◆ Work required ◆
Your response should be every line from the entries that includes the string "ยบคลองชลประทาน".

BEGIN

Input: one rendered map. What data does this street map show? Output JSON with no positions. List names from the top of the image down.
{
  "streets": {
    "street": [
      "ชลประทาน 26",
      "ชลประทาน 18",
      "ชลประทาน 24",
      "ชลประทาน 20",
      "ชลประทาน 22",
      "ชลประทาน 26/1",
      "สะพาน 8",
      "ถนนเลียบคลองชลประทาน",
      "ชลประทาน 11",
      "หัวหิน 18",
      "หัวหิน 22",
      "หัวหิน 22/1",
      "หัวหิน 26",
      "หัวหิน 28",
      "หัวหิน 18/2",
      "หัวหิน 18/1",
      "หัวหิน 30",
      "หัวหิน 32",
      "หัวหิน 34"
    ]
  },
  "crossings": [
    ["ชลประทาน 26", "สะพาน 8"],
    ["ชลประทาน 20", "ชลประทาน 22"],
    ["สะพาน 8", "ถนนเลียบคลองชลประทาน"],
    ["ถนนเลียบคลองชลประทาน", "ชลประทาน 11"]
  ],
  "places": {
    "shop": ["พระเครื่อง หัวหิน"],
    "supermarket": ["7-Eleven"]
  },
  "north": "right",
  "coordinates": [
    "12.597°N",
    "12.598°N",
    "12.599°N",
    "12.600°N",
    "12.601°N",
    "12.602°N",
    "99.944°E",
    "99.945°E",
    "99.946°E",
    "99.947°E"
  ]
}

END

◆ Answer section ◆
      "ถนนเลียบคลองชลประทาน",
    ["สะพาน 8", "ถนนเลียบคลองชลประทาน"],
    ["ถนนเลียบคลองชลประทาน", "ชลประทาน 11"]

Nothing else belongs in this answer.